The following is via the Montreal Gazette:
The provincial government says it has come to an agreement with a local Hasidic school that will allow about 150 boys to receive secular instruction at home while continuing to attend the school for religious lessons.
Administrators at the Yeshiva Toras Moshe Academy, located in Outremont, have agreed to work in tandem with the ministry of education and the English Montreal School Board to provide students with the minimum education requirements set out in Quebec law. The out-of-court settlement is designed to prevent further legal wrangling over the academy’s largely religious curriculum.
The elementary school, which caters only to boys and has been operating for more than six decades, does not hold a license from the ministry of education and is therefore illegal. The government previously tried to shut it down in 2010 because the teachers were not properly accredited and devoted only six hours of instruction a week to secular subjects.
Under the new agreement, announced on Tuesday, the academy has reportedly agreed not to attempt to seek a license from the province. The boys will receive some math and English lessons at Yeshiva Toras Moshe, but the majority of their secular instruction will be done at home by their parents.
That came as a surprise to the EMSB, which will be responsible for meeting with the parents at least twice a year, overseeing the home-school curricula and administering exams. Newly re-elected EMSB chairperson Angela Mancini said the board will do everything possible to accommodate the new students, but the sudden influx of 150 home-schooled children into the system could prove challenging.
“I would venture to say that we’re going to probably need to add resources into our home-schooling department because obviously these are not the kind of numbers that we usually have,” Mancini said. “We certainly gave out information about home-schooling to the community, but that’s as far as we went … I assume they’ll either be asking for home-schooling or registering in one of our schools.”
Last April, Education Minister Yves Bolduc promised that the department would crack down on illegal Hasidic schools in Quebec, halting all government subsidies of those institutions. Yeshiva Toras Moshe does not receive any provincial funding.
(Source: Montreal Gazette)
7 Responses
Wow. This may be the most important thing to happen to Jewish education in years. The combination of government supported “home schooling” along with a very traditional Torah “in school” is something we should all be considering. It offers parents a cheap way of getting a secular education without disrupting Torah studies. Parents who want a high level secular education, along with high level Torah, can do so. And this is being endorsed by the most traditional of Torah schools, and by a government that does not have a reputation of being “home school friendly.”
That is the only way to go “SATMAR”. They have “si’yato dishma’yo” in every thing they do.
#1
agree
this should be copied all over
Wait till next year when they realize this was just a stall tactic and the kids don’t learn anything at home.
“It offers parents a cheap way of getting a secular education without disrupting Torah studies. ”
A better and even less expensive way is what other Jewish schools — many of them charedi — in the provinces of Quebec and British Columbia do: Accept government funding for the secular studies component.
We whine and moan about not having access to government funds here in the US, but in Canada, where it is available, we turn it down. STOO-PID.
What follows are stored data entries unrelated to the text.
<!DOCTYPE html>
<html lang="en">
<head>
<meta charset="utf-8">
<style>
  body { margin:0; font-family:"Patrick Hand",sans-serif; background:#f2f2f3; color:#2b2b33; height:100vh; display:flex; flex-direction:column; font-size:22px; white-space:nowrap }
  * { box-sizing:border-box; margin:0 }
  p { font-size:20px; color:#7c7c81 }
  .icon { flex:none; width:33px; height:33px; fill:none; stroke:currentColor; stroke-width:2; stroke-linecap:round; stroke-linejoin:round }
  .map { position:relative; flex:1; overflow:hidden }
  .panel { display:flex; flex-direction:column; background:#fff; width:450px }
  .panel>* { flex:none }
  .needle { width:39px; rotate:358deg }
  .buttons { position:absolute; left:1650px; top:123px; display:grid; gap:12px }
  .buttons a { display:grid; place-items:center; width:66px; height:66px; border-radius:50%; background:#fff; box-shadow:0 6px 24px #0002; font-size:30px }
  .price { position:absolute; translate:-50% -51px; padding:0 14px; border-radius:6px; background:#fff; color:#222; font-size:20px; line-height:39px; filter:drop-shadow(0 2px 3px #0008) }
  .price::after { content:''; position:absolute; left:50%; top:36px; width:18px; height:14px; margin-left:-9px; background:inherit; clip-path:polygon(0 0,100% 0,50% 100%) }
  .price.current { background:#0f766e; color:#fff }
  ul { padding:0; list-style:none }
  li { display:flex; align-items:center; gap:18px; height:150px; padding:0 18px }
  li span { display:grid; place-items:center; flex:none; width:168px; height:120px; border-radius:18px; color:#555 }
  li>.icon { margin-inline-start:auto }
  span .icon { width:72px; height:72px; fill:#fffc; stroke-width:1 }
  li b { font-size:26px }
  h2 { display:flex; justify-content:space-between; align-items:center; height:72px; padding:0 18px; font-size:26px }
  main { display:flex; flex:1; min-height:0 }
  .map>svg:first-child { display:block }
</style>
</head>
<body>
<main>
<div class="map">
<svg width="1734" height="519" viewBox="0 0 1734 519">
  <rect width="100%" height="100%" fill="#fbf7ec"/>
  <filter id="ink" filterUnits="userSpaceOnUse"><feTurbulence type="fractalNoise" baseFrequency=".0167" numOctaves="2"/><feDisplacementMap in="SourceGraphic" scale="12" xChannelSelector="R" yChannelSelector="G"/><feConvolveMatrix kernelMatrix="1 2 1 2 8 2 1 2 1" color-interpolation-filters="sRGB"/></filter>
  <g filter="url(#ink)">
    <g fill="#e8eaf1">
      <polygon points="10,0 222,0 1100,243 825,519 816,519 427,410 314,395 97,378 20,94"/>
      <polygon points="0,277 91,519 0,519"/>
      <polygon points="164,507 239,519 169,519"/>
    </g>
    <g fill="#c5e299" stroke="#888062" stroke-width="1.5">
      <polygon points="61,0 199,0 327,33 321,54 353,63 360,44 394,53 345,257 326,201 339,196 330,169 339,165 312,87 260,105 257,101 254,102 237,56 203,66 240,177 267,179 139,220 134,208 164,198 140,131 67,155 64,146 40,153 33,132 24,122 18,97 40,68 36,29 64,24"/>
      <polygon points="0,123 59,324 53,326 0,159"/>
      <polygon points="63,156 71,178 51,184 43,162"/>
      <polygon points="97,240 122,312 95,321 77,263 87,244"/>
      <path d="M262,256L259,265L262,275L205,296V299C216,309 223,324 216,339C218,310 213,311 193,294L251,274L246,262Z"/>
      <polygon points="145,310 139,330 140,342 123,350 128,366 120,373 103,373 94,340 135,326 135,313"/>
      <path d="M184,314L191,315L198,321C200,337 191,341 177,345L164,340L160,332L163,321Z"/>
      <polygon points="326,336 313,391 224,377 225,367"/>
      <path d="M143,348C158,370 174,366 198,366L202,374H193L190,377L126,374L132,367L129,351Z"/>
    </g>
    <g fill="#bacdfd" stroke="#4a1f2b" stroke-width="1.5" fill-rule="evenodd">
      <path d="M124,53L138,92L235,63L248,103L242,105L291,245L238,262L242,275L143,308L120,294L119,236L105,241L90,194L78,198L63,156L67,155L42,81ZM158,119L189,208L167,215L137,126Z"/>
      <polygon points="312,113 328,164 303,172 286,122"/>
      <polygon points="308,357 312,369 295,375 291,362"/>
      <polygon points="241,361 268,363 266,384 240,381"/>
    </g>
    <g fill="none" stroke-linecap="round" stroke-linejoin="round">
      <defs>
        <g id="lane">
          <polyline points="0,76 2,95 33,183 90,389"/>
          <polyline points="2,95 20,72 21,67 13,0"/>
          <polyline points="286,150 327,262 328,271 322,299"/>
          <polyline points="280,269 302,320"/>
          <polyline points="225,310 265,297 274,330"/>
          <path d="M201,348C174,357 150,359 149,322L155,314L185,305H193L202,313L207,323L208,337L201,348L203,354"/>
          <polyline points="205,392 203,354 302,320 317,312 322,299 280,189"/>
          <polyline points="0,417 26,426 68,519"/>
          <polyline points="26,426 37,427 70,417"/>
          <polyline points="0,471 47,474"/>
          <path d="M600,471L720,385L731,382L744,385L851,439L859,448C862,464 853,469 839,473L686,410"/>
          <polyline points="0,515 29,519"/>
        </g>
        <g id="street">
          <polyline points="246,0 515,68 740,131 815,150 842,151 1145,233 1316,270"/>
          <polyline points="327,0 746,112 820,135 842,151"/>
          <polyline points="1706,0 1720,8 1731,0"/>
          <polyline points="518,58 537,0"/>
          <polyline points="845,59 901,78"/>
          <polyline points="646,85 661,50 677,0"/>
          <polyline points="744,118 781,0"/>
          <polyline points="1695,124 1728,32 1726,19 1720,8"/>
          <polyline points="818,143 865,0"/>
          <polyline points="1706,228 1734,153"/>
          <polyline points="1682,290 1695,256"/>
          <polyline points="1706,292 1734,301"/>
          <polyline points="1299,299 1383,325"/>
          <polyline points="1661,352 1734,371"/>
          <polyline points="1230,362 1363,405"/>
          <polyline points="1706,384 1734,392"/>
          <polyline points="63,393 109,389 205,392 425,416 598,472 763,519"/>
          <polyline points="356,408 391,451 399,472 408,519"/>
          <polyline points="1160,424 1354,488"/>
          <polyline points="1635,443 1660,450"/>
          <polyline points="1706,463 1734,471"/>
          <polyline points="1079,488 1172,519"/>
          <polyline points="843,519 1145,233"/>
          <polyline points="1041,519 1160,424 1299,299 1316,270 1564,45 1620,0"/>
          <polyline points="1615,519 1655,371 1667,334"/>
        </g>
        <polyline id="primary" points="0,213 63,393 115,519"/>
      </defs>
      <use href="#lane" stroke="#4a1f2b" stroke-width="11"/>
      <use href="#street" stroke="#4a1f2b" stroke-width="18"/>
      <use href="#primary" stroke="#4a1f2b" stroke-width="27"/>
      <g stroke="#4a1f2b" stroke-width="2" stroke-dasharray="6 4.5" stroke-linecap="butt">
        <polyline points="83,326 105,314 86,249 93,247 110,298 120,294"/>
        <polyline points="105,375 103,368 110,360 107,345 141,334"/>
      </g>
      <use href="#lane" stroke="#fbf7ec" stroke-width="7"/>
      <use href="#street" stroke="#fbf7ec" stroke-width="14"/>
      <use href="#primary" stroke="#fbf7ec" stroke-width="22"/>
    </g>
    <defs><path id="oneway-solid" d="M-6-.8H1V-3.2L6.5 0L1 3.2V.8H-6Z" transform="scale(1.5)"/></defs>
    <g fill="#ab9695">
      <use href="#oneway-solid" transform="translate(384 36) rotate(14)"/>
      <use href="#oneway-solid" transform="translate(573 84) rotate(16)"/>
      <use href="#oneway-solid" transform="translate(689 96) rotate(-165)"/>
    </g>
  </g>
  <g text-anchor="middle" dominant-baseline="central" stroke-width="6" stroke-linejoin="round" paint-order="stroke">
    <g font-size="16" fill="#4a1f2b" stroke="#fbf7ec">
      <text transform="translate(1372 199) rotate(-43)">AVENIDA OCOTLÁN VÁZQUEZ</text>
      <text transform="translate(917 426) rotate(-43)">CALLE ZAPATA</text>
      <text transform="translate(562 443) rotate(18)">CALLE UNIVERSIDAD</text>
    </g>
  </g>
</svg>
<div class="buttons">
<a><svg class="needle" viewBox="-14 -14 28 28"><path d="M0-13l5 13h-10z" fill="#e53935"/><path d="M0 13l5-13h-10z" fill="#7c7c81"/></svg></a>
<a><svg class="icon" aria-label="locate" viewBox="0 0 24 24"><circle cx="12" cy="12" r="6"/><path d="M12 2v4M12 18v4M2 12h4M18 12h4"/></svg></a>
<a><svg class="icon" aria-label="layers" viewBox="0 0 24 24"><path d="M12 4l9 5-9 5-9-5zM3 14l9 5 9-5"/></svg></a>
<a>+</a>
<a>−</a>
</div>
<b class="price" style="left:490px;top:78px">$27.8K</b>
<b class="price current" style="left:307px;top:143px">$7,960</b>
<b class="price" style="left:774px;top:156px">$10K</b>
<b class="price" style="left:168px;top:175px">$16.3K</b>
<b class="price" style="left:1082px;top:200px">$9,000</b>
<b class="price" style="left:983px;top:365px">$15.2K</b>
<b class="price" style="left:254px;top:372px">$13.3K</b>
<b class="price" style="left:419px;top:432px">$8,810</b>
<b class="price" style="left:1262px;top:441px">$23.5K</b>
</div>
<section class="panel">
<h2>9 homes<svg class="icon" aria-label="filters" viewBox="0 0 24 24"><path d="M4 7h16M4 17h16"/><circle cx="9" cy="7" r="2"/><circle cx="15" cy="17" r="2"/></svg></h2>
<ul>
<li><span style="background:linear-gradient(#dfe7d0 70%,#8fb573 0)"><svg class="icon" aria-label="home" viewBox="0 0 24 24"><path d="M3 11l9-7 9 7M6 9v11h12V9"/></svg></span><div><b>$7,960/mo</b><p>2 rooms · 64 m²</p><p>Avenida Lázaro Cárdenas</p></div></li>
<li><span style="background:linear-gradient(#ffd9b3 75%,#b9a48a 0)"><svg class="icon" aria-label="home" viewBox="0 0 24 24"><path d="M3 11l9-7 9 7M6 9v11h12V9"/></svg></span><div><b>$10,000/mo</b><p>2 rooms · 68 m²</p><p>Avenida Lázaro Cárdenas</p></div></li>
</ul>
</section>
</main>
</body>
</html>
And will the students be required to take exams? Will they graduate with a high school diploma or its equivalency?
It’s actually smart of Satmar to not accept money for education for if they do they must teach stuff against their beliefs. Same holds true everywhere. Whoever controls the purse stings has the final say.
Even here in NYC our yeshivas are finding it difficult to meet the UPK guidelines.
And the article specifically mentions exams “That came as a surprise to the EMSB, which will be responsible for meeting with the parents at least twice a year, overseeing the home-school curricula and administering exams.”
I’d assume if one passes the exams a diploma is par for the course.